The Illinois Department of Labor (IDOL) clarified that WARN notification requirements will apply to employers that are forced to close due to COVID-19, but IDOL will provide determinations on a case-by-case basis for employers seeking exceptions. In order to qualify, employers must provide written explanations for the shortened notification timeframe. Even if IDOL approves the request, businesses are still required to notify employees with as much notice as is reasonably possible. IDOL also clarified that for businesses that already closed or reduced their staff in response to COVID-19 and did not provide the required notice, the agency will conduct investigations as if the employer sought an exception.
On April 21, New Hampshire’s labor commissioner clarified that COVID-19 is “clearly an emergent, exceptional event” that qualifies employers for exceptions. In order to be eligible, the need for the employer closure must not have been “reasonably foreseeable” at the time the notice should have been given.
On April 14, the New Jersey legislature amended the state’s mini-WARN act to exclude COVID-19-related employment changes; the new law excludes layoffs made in response to “national emergencies” from the definition of “mass layoff.” The changes are retroactive to March 9.

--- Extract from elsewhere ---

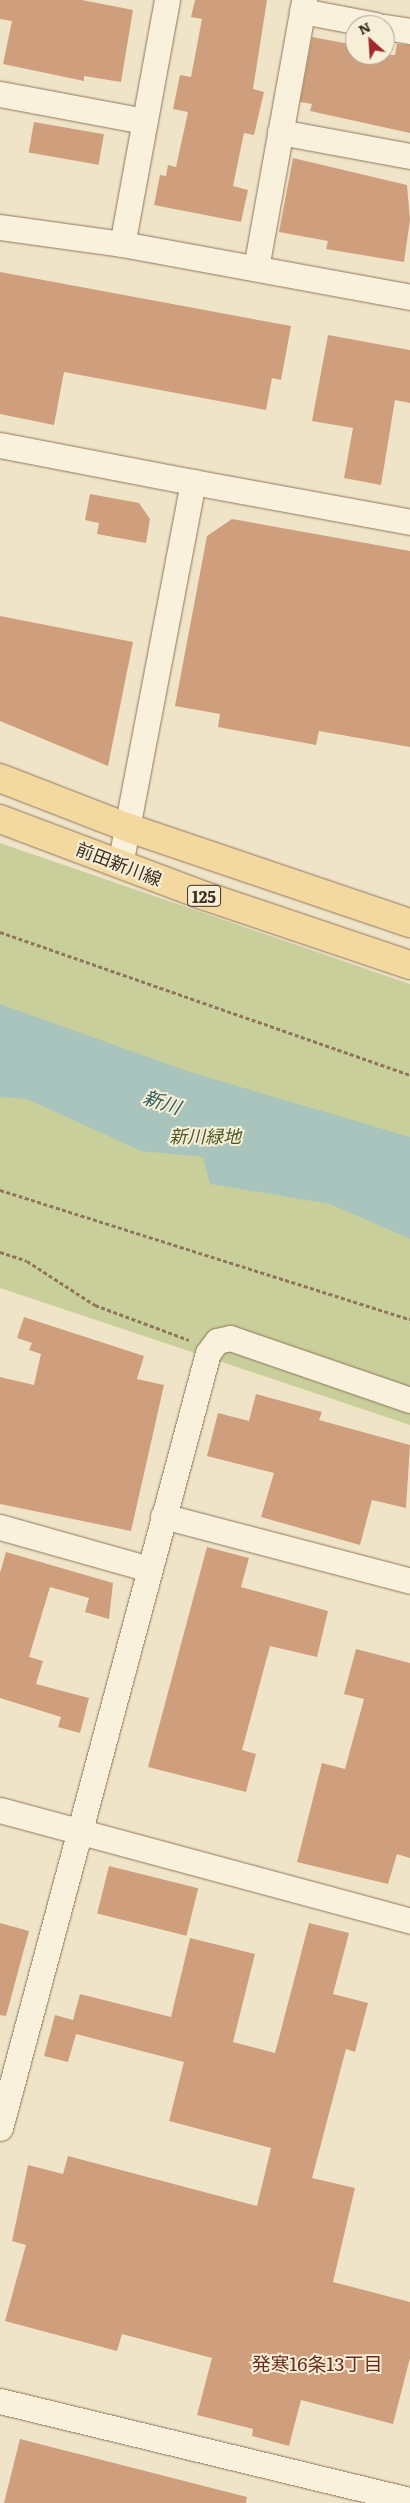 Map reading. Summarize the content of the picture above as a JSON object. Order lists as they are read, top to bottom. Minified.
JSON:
{"streets":{"main road":["前田新川線","125"]},"districts":["発寒16条13丁目"],"water":["新川"],"parks":["新川緑地"],"north":"top left"}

The New York Department of Labor clarified that the state’s requirements are not being suspended in response to COVID-19, since the department believes the law already recognizes that “businesses cannot predict sudden and unexpected circumstances beyond an employer’s control, such as government-mandated closures, the loss of [their] workforce due to school closings, or other specific circumstances” related to COVID-19. The department clarified it will determine if employers qualify for exceptions on a case-by-case basis.
Additionally, on April 17, Governor Cuomo issued Executive Order No. 202.19. Under the order, businesses that received Paycheck Protection Program loans from the Small Business Administration, and subsequently rehired their employees but are now forced to lay off those workers again, can issue WARN notices “as soon as practicable,” rather than within the mandated 90 days. To qualify for this exception, businesses must have provided notice when it initially laid off the employees.
On April 20, the city of Philadelphia issued Temporary Emergency Regulations (TER), confirming that COVID-19 qualifies as a natural disaster and national emergency, so businesses forced to implement “involuntary closures” due to government-issued lockdowns are not required to comply with the notification requirements. While the TER is in effect, and for 60 days after its repeal, any business closure will be presumed to be caused by the COVID-19 pandemic so long as the business provides WARN notices in such time as is “reasonably practicable” and the business provides an explanation in the notice that the closure is caused by the pandemic. The TER does not apply to temporary closures.
The Vermont Department of Labor explained that it “does not intend to enforce the provisions of the [state’s act] against businesses who are forced to lay off employees due to the effects of the COVID-19 pandemic.”